Review on Changes in Shale Oil Property During CO2 Injection

The influence of supercritical CO2 on the properties of petroleum has become the focus of academic and industrial attention internationally. CO2 has been shown in laboratory studies and in field applications of shale oil to be an effective oil displacement agent. In this paper, the research progress of the interaction between CO2 and crude oil is investigated from three perspectives: (i) the research methods of the interaction experiment between CO2 and crude oil; (ii) the influence of CO2 on oil property and the primary controlling factors; and (iii) the cause, influence, and harm of CO2-induced asphaltene precipitation.
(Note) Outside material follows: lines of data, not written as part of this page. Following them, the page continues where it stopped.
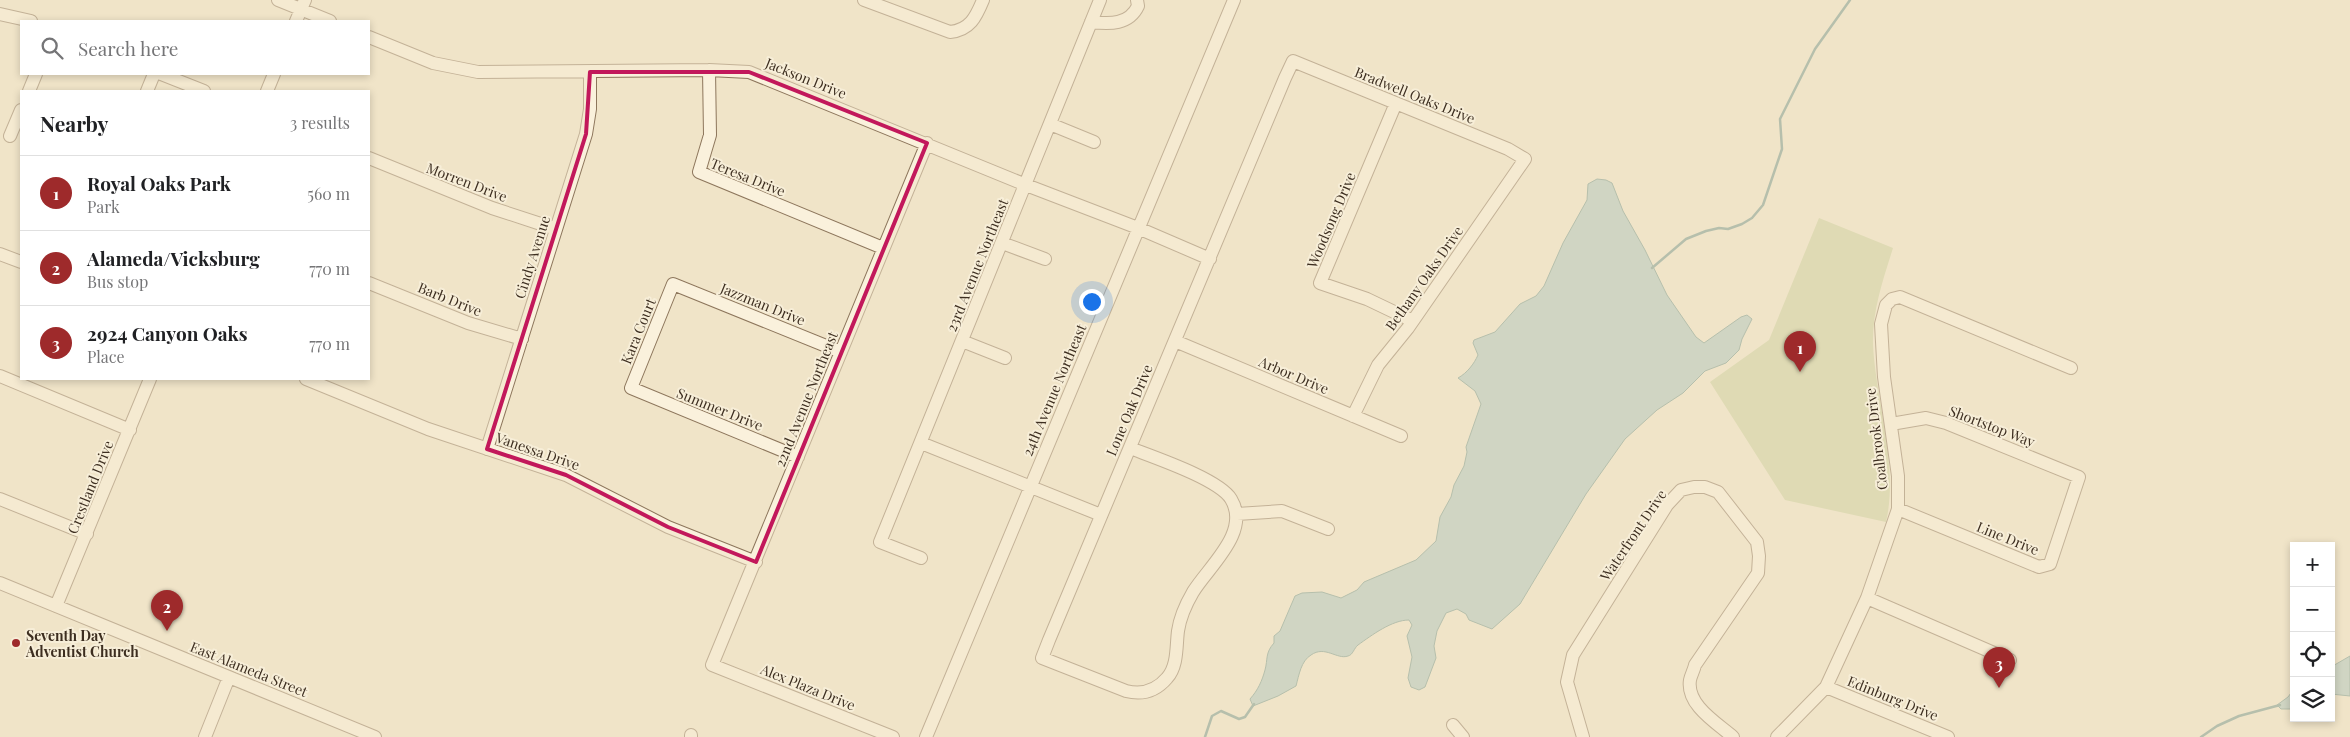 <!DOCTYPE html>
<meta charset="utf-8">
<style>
body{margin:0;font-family:"Playfair Display",serif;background:#f6f6f6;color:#202124}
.controls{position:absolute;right:15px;bottom:15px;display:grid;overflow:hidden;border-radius:0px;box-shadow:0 2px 8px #0003}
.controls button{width:45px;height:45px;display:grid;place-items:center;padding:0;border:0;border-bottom:1px solid #e0e0e0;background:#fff;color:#202124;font:25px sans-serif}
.you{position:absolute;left:1091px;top:301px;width:18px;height:18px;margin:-12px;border:4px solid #fff;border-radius:50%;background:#1a73e8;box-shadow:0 0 0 8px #1a73e833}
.badge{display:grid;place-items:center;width:32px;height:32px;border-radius:50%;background:#9e2a2b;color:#fff;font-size:16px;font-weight:700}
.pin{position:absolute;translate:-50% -41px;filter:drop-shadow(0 1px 2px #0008)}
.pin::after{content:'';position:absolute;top:26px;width:18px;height:15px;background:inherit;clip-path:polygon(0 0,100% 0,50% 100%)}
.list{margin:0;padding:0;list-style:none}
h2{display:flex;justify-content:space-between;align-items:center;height:65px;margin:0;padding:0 20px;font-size:21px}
h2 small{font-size:16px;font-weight:400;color:#757577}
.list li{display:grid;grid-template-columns:32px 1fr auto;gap:15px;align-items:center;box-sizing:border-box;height:75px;padding:0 20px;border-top:1px solid #e0e0e0}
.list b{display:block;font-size:19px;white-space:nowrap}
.list p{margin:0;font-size:16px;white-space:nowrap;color:#757577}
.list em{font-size:16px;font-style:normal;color:#757577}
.icon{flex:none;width:28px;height:28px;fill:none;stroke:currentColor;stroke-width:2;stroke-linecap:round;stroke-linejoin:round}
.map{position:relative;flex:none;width:2350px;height:737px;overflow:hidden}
.search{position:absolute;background:#fff;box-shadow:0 2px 8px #0003;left:20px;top:20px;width:350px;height:55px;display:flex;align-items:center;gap:12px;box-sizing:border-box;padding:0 18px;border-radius:0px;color:#757577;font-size:19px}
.panel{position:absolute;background:#fff;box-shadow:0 2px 8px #0003;left:20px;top:90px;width:350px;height:290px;border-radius:0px}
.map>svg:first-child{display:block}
</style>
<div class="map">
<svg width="2350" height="737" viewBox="0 0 2350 737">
<rect width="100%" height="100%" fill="#f0e4c8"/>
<path fill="#c9cf9b" d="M1819,218l74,30c-10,32 -21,63 -20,97 3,57 26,121 13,177l-101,-22 -75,-118 59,-42z"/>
<path fill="#a9c4bc" stroke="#6f938a" d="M1597,179l9,1 6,3 11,28 22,39 22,45 29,42 8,6 37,-26 6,-2 5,4 -10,20 -3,11 -13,13 -21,8 -22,22 -26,17 -32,29 -39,55 -66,110 -28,25 -23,-9 -3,-6 -9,-5 -11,4 -9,18 -3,15 2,12 -11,29 -6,3 -8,-3 -3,-9 4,-21 -5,-21 5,-11 -3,-5c-17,0 -37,15 -51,25 -4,3 -5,10 -10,11 -11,4 -23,-11 -37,-1 -10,6 -12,20 -15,31l-18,10 -25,10 -3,-7c8,-9 12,-18 15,-29 3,-11 0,-17 9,-27v-7l6,-5 15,-35 7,-3 20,-1 19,6 16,-8 7,-8 52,-22 20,-19 4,-24 11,-20 3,-12 10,-19 3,-14 -1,-5 15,-43 -6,-13 -17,-13c9,-5 16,-14 20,-23l-5,-12 1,-3 21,-8 25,-28 16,-8 8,-10 19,-43 24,-43 1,-16z
M2350,656v40l-19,-2v-27z
M2294,689v20h-13l-4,-4 11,-8z"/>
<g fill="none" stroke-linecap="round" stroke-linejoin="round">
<path stroke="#6f938a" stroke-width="2.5" d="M1652,268l34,-29 20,-8 13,-3 9,1 14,-5 10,-6 11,-13 19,-56 -2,-30 35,-70 35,-49
M1205,737l7,-21 9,-5 18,8 6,-2 9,-13
M2201,737l16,-11 22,-10 41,-11"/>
<defs>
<path id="minor" d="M278,0l52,21
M864,0l86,32c20,-2 26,-15 33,-32
M0,14l31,7
M296,21l9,-21
M1091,22c19,2 38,3 47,-16l-1,-6
M369,37l64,26 45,9 231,-2 40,2 277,113 112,43 72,31
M709,70l1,65 -11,37 184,76
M161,74l43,17
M29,91l7,-17
M147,91l7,-17
M267,91l7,-17
M1396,103l-76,180 47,16 46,22
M1050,124l44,18
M10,136l11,-26
M369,158l123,50 64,21
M1002,243l43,16
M0,254l21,8
M369,283l99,40 54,16
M962,341l43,17
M1175,341l226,95
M0,376l130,54
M306,379l122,50 138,46 102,52 88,35
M1891,424l35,-6 20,5 133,54 -29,87 -11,3 -141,-58
M921,443l180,72
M1130,448c23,9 89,31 101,51 20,33 -22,67 -38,93 -7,12 -13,25 -15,39 -2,15 0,35 -11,47 -11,13 -25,17 -41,13l-84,-33 7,-18 236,-562 8,-17 215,88 17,10 -117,169 -30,37 -25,51
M487,449l99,-315 4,-25v-37
M798,457l-167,-69 42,-104 168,68
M0,499l87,35
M1237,514l45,-3 46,18
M921,558l-41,-16 220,-542
M0,583l375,154
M1867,598l143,62
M56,606l94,-227
M1826,687l122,50
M1453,725l10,12
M205,737l24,-60
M691,737v-2
M893,737l-181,-72 215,-522
M926,737l308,-737
M1583,737l-16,-55 6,-27 94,-150 14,-15 13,-3h11l13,5 39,50 2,14 -1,17 -63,92c-1,5 -4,10 -5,15 -4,25 27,43 43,57
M1777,737l49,-50 41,-89 31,-89v-33l-14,-99 -3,-53 5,-19 6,-6 8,-2 171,71"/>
</defs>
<use href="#minor" stroke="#8d765c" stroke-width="14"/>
<use href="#minor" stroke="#faf1dc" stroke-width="12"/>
</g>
<path d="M0 0H2350V737H0ZM590,72h159l178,71 -171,419 -88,-35 -102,-52 -79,-26 99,-315z" fill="#f0e4c8" fill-opacity=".55" fill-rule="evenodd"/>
<path fill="none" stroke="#c2185b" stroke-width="4" stroke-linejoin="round" d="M590,72h159l178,71 -171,419 -88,-35 -102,-52 -79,-26 99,-315z"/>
<circle fill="#9e2a2b" stroke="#f7eed8" stroke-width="2" cx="16" cy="643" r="5"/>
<g text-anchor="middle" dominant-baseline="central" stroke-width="4" stroke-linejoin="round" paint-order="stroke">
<g font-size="14" fill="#3d2e20" stroke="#f7eed8">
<text transform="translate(806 78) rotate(22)">Jackson Drive</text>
<text transform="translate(1415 95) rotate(22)">Bradwell Oaks Drive</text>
<text transform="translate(748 177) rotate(22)">Teresa Drive</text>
<text transform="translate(467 182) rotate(21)">Morren Drive</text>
<text transform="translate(1331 220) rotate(-67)">Woodsong Drive</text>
<text transform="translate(532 257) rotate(-72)">Cindy Avenue</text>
<text transform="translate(977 265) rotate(-68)">23rd Avenue Northeast</text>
<text transform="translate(1424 278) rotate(-55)">Bethany Oaks Drive</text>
<text transform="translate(450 299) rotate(22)">Barb Drive</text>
<text transform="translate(763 304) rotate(22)">Jazzman Drive</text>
<text transform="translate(638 331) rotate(-68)">Kara Court</text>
<text transform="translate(1294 375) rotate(23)">Arbor Drive</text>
<text transform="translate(1054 390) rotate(-67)">24th Avenue Northeast</text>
<text transform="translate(806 399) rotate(-68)">22nd Avenue Northeast</text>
<text transform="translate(720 409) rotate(22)">Summer Drive</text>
<text transform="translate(1129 410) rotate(-67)">Lone Oak Drive</text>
<text transform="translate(1992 426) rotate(21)">Shortstop Way</text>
<text transform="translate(1876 439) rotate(-97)">Coalbrook Drive</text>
<text transform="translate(538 451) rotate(19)">Vanessa Drive</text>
<text transform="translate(90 487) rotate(-68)">Crestland Drive</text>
<text transform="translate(1633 535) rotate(-56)">Waterfront Drive</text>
<text transform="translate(2008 538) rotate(22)">Line Drive</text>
<text transform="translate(249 669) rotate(22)">East Alameda Street</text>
<text transform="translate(808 687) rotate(22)">Alex Plaza Drive</text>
<text transform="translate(1893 698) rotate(22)">Edinburg Drive</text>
</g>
<g font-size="14" font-weight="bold" fill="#3d2e20" stroke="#f7eed8" text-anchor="start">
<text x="26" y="635">Seventh Day<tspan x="26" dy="16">Adventist Church</tspan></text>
</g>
</g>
</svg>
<div class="controls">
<button>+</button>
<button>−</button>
<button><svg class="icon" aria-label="locate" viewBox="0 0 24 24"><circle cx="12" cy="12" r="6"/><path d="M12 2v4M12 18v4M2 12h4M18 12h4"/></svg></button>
<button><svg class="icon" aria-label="layers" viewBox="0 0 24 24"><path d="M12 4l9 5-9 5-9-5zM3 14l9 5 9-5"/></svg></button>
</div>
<div class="you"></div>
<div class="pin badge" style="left:1800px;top:372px">1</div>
<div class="pin badge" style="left:167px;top:631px">2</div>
<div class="pin badge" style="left:1999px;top:688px">3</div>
<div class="search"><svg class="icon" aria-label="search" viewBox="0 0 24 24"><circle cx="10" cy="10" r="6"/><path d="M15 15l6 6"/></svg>Search here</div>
<section class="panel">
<h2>Nearby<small>3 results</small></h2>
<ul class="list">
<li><span class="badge">1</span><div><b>Royal Oaks Park</b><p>Park</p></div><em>560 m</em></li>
<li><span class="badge">2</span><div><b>Alameda/Vicksburg</b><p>Bus stop</p></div><em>770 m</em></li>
<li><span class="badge">3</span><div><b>2924 Canyon Oaks</b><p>Place</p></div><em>770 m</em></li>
</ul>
</section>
</div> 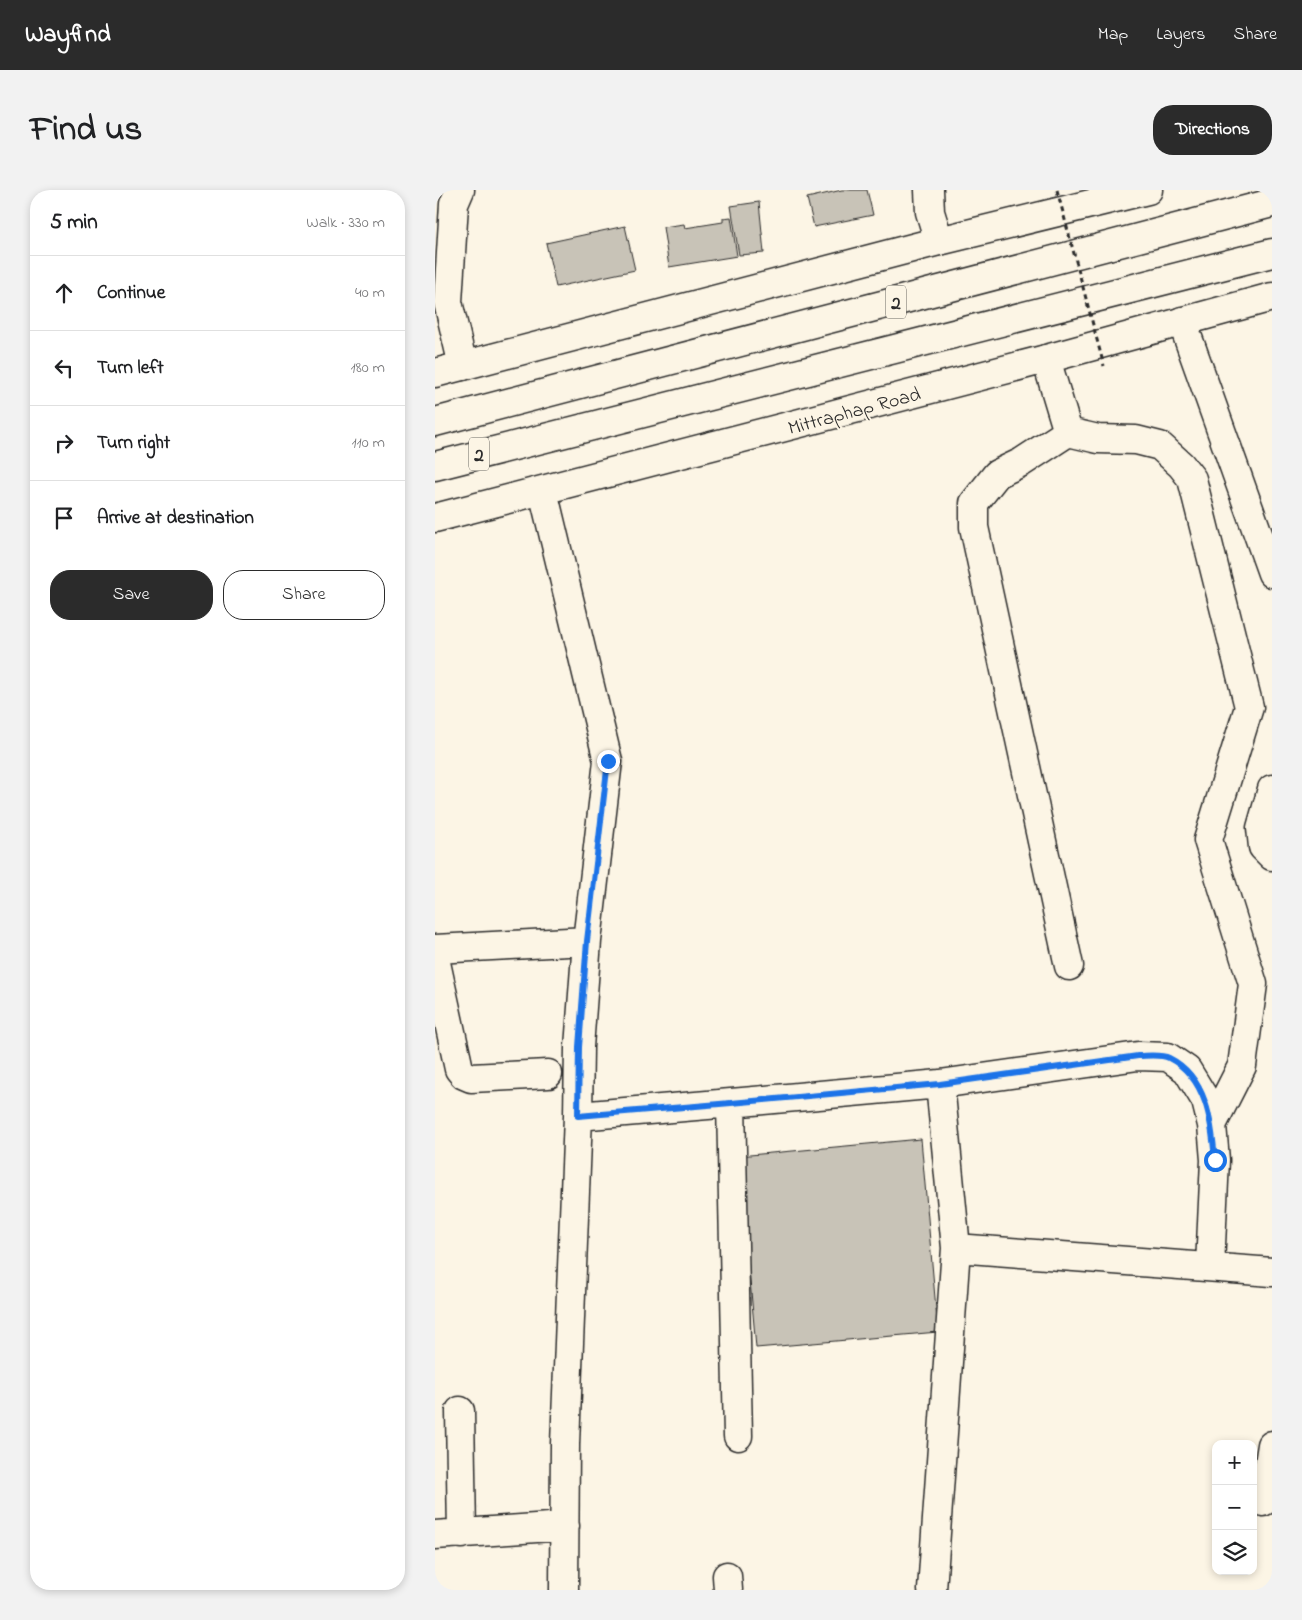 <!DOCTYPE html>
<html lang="en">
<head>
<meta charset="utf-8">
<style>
  body { margin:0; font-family:"Indie Flower",sans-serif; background:#f2f2f2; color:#202124 }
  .controls { position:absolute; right:15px; bottom:15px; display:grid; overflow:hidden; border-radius:10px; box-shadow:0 2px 8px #0003 }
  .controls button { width:45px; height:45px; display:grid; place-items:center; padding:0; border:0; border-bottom:1px solid #e0e0e0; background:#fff; color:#202124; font:25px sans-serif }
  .stop { position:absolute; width:15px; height:15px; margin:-11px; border:4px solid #1a73e8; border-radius:50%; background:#fff }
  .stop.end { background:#1a73e8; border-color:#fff; box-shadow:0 1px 5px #0008 }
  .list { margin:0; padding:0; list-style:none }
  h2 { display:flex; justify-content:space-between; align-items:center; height:65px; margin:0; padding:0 20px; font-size:21px }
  h2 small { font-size:16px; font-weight:400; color:#757577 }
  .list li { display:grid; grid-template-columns:32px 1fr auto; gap:15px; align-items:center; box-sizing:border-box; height:75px; padding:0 20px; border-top:1px solid #e0e0e0 }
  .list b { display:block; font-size:19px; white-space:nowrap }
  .list em { font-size:16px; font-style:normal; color:#757577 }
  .actions { display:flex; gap:10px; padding:15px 20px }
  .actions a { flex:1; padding:11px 0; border:1px solid #2b2b2b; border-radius:20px; text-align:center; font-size:18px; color:#2b2b2b }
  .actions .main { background:#2b2b2b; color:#fff }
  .icon { flex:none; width:28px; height:28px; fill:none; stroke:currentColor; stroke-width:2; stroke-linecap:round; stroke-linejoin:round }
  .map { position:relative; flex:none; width:837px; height:1400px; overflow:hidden; border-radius:20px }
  header { display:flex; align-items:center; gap:30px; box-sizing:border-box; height:70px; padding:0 25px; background:#2b2b2b; color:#fff }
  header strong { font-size:24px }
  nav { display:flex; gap:28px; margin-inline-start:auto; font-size:18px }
  .intro { display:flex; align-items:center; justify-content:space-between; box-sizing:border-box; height:120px; padding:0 30px }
  h1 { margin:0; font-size:35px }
  .button { padding:12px 22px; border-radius:20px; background:#2b2b2b; color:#fff; font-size:18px; font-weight:700 }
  main { display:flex; gap:30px; padding:0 30px }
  aside { flex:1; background:#fff; border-radius:20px; box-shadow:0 2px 8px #0003 }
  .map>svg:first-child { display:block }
</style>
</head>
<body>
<header>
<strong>Wayfind</strong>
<nav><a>Map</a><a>Layers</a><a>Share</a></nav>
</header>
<div class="intro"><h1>Find us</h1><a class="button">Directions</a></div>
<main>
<aside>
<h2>5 min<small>Walk · 330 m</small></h2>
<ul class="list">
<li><svg class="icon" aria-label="ahead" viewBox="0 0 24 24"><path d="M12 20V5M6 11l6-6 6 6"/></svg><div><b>Continue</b></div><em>40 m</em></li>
<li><svg class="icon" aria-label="left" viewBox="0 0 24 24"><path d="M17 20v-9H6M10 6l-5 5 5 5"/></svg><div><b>Turn left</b></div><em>180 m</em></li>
<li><svg class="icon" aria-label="right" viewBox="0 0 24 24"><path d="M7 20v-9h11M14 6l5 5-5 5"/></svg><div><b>Turn right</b></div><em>110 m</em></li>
<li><svg class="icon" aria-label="arrive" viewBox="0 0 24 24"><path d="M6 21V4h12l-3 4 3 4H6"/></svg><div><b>Arrive at destination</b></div></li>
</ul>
<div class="actions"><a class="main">Save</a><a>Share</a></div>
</aside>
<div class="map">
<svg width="837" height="1400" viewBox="0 0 837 1400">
  <rect width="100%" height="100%" fill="#fcf5e5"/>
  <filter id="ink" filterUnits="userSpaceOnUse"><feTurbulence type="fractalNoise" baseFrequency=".02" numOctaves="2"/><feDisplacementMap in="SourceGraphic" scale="10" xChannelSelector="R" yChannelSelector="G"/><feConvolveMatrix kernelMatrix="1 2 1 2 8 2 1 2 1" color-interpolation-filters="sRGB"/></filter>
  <g filter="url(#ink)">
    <!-- building -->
    <path fill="#c8c3b7" stroke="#2b2b2b" d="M407,0H432L438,25L379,37L372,8Z
      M324,12L329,63L304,65L296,16Z
      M296,27L302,66L234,77L228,37L249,34L250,38L288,32V28Z
      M190,36L200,80L121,97L111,53Z
      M486,949L503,1142L321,1158L304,966Z"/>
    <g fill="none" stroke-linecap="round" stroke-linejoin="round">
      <!-- minor casing -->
      <g stroke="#2b2b2b" stroke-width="31">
        <path id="minor" d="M25,0L19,14L13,112L28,176
          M494,0L495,22L504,51
          M747,131L837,383
          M611,169L633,242L663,249L701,250L725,256L746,275L757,289L814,517L773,650L818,794L807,876L777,935L780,970L775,1076
          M633,242L587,272L562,284L539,313V337L634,776
          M108,301L173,571L152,751L144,857L143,926L130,1254L129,1400
          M837,599L826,638L828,657L837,666
          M0,759L152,751
          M0,768L24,879L29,885L36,888L113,884
          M505,894L521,1058L837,1082
          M296,913L303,1246
          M143,926L296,913L505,894L703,866L733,867L752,880L771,911L777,935
          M25,1221L27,1344
          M828,1312L837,1255
          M0,1345L130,1336
          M292,1386L293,1400
          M497,1400L521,1058"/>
      </g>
      <!-- highway casing -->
      <g stroke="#2b2b2b" stroke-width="31">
        <path id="highway" d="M0,183L504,51L713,0
          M0,232L837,13
          M0,276L837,63
          M0,328L611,169L837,107"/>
      </g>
      <!-- minor -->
      <use href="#minor" stroke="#fcf5e5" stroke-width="28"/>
      <!-- highway -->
      <use href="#highway" stroke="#fcf5e5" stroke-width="28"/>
      <!-- path-bridge -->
      <path stroke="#2b2b2b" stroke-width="3" stroke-dasharray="5 4" stroke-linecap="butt" d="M622,0L669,176"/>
    </g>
  </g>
  <g fill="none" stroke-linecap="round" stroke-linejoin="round" filter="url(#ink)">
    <!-- route -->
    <path stroke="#1a73e8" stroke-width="6" d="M173,571L152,751L144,857L143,926L296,913L505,894L703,866C712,866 726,864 734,868C772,887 777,933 780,970"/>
  </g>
  <g text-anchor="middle" stroke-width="4" stroke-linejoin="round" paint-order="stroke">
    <!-- shield labels -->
    <g fill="#fcf5e5" stroke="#6a6863" stroke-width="1">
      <rect x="451" y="95.5" width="20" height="33" rx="4"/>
      <rect x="34" y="247.5" width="20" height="33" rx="4"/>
    </g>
    <g font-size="19" font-weight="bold" fill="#2b2b2b">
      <text x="461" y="119">2</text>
      <text x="44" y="271">2</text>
    </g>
    <!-- street labels -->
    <g font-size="20" fill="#2b2b2b" stroke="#fcf5e5">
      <text transform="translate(419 220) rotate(-15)" y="7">Mittraphap Road</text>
    </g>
  </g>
</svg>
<div class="controls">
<button>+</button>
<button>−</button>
<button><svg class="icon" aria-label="layers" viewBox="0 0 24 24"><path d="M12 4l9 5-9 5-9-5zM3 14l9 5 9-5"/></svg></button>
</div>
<div class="stop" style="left:780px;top:970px"></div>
<div class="stop end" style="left:173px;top:571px"></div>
</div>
</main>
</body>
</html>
Our current knowledge on this topic is as follows: (1) Physical simulation can investigate the effects of various variables on CO2 displacement, which is in situ and intuitive. Numerical simulation can investigate the displacement principle at the microscopic molecular level and also scale up the results of physical simulation to the macroscopic scale of oilfield production to explore the long-term large-scale injection rules; (2) after entering the formation, CO2 dissolves in crude oil, expands the volume of crude oil, reduces the viscosity, improves the oil-water mobility ratio, reduces the oil-water interfacial tension, and extracts light hydrocarbons to form a miscible displacement zone; (3) after CO2 is injected into the formation and dissolves in crude oil, it occupies the surface space of asphaltenes and causes asphaltenes to precipitate. Under the combined influence of internal and external factors, the precipitation of asphaltenes has a significant impact on the physical properties of the reservoir. Clarifying the influencing factors of CO2 on the property of crude oil has reference significance for understanding the reaction characteristics between supercritical CO2 and formation fluids, providing a theoretical basis for CO2 injection enhanced oil recovery technology, and has reference value for carbon storage research.